By Meagan DeLisle - USEA Staff
Bates USEA Preliminary Amateur Champions Kelly Beaver and Excel Star Pluto. USEA/Meagan DeLisle photo

Lexington, Ky.—August 31— It was an exciting end to a championship week for competitors in the Bates USEA Preliminary Championship divisions at the USEA American Eventing Championships (AEC) presented by Nutrena Feeds. Three out of the four divisions saw new leaders rise through the rankings, while one horse and rider pair clinched tightly to their overnight lead to bring home the blue ribbon.

Bates USEA Preliminary Amateur Championship

Getting to ride with your close friend is always special, but getting to stand next to one another as Champion and Reserve Champion of your division at the AEC is on a whole other level. Bates USEA Preliminary Amateur champion Kelly Beaver (Elverson, Pennsylvania) got to do just that with her friend and division reserve champion Kathleen Bertuna (Athens, Ohio).
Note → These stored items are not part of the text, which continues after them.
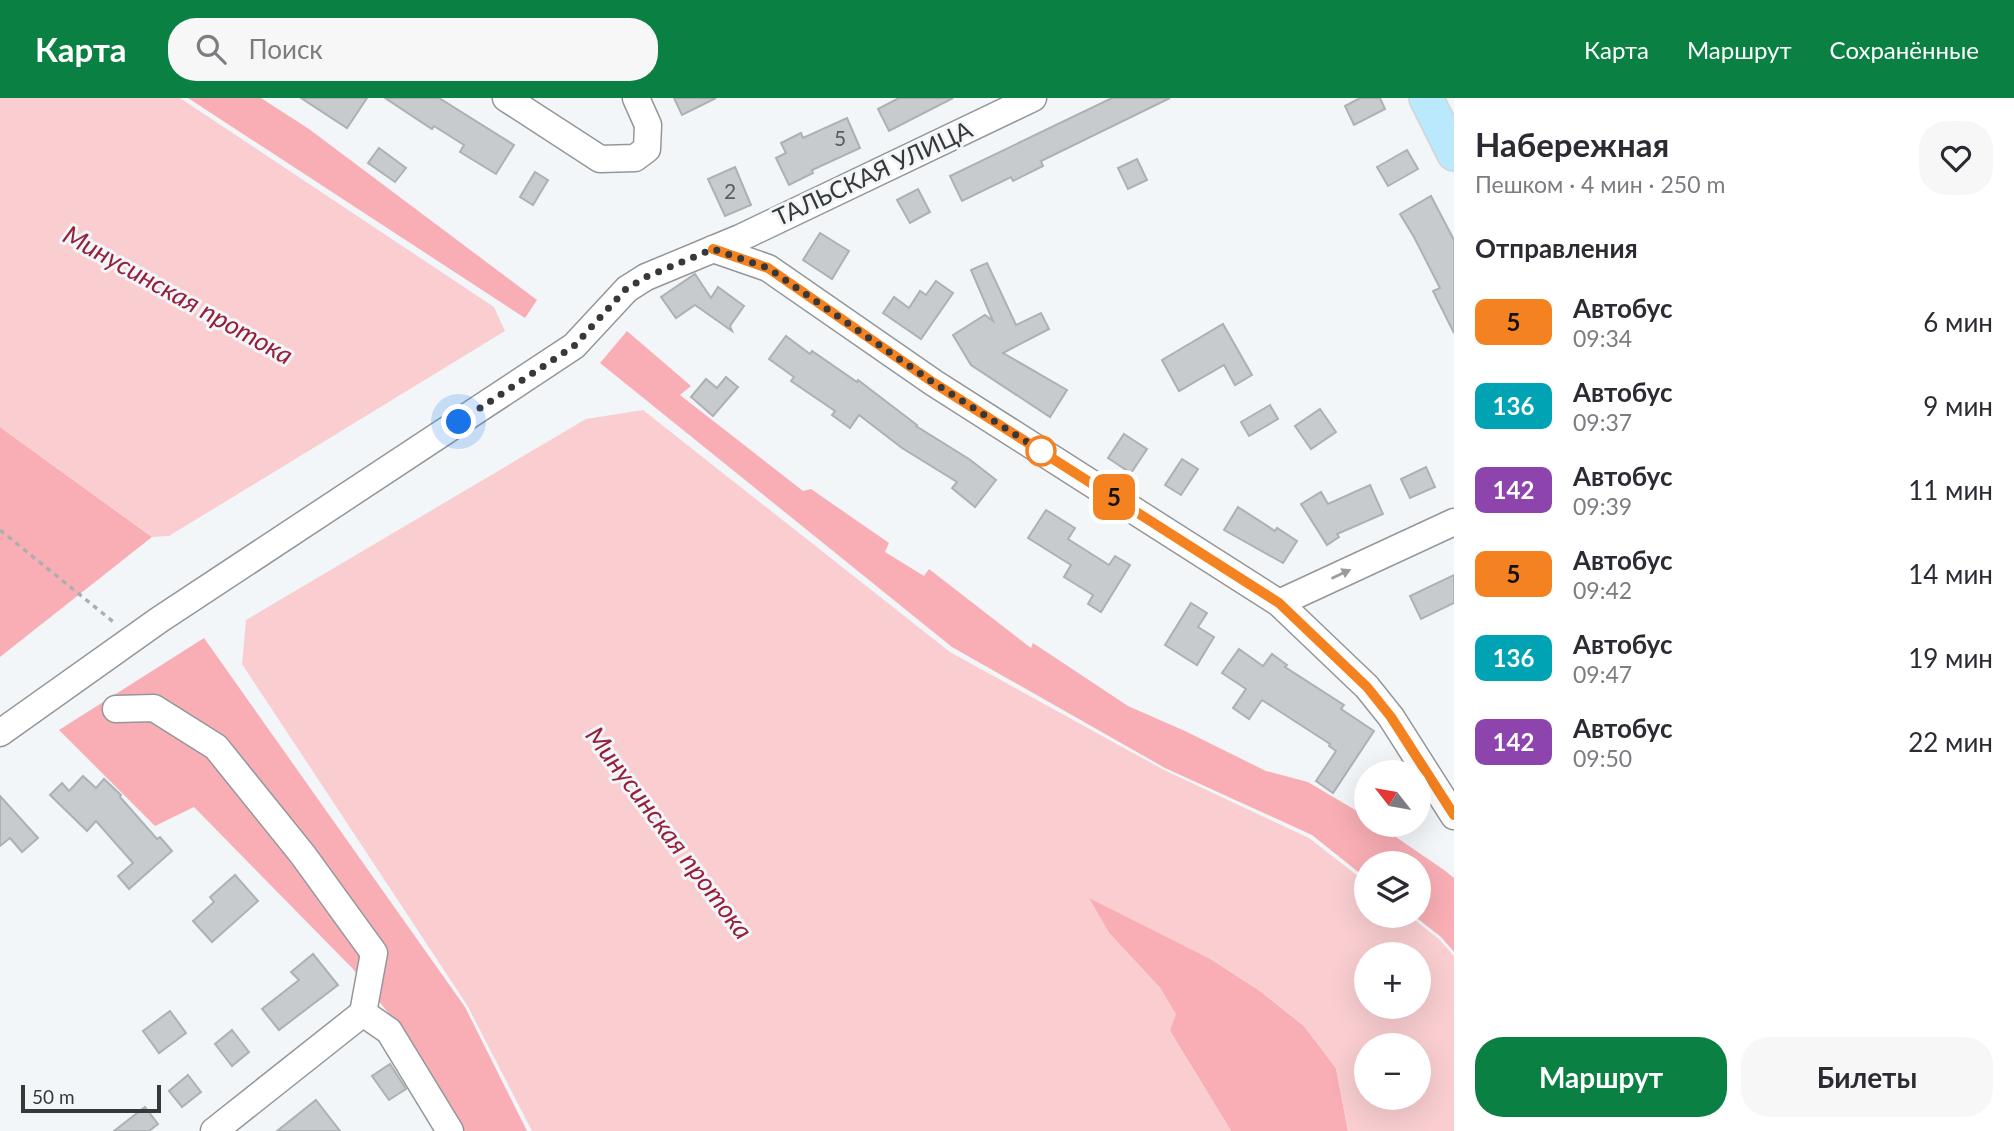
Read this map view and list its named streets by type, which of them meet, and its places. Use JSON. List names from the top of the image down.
{
  "streets": {
    "street": ["ТАЛЬСКАЯ УЛИЦА"]
  },
  "water": ["Минусинская протока"],
  "lines": ["bus line 5"],
  "house_numbers": ["5", "2"],
  "scale_bar": "50 m",
  "north": "top left",
  "page": {
    "header": "Карта",
    "search": "Поиск",
    "nav": ["Карта", "Маршрут", "Сохранённые"],
    "on_map": "5",
    "heading": [
      ["Набережная", "Пешком · 4 мин · 250 m"],
      "Отправления"
    ],
    "list": [
      {
        "mark": "5",
        "name": "Автобус",
        "note": "09:34",
        "value": "6 мин"
      },
      {
        "mark": "136",
        "name": "Автобус",
        "note": "09:37",
        "value": "9 мин"
      },
      {
        "mark": "142",
        "name": "Автобус",
        "note": "09:39",
        "value": "11 мин"
      },
      {
        "mark": "5",
        "name": "Автобус",
        "note": "09:42",
        "value": "14 мин"
      },
      {
        "mark": "136",
        "name": "Автобус",
        "note": "09:47",
        "value": "19 мин"
      },
      {
        "mark": "142",
        "name": "Автобус",
        "note": "09:50",
        "value": "22 мин"
      }
    ],
    "map_buttons": ["+", "−"],
    "buttons": ["Маршрут", "Билеты"],
    "scale": "50 m"
  }
}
“The sport is so tough,” said Beaver. “It's an individual sport, you're really just competing against yourself, you know, and so to be able to have someone that understands it, and then to be able to share it with each other is really special.”

In the earlier part of the championship week, Bertuna actually sat one spot ahead of Beaver with her 8-year-old Irish Sport Horse gelding Excel Star Harry (Luidam x Moysella Cool Diamond), in third and fourth respectively. But after cross-country, both riders moved up the scoreboard with their horses with Beaver moving up to first with her 8-year-old Belgian Warmblood gelding Excel Star Pluto and Bertuna in second. Knowing they were going to have to battle it out for first between each other brought a whole new sense of friendship and humor into the equation.

“She was hot on my heels,” shared Beaver. “I knew her horse had like an anaphylactic reaction to rails; you have to make this horse have a rail so I knew I did not have any chance of her having a rail.”

While Beaver did add .4 time penalties to her score after show jumping, she still held onto her lead and finished with a score of 34.3. Bertuna and Excel Star Harry concluded their weekend in second on 35.7.

Another thing that Beaver and Bertuna share together is the camaraderie of motherhood while still pursuing their equestrian goals.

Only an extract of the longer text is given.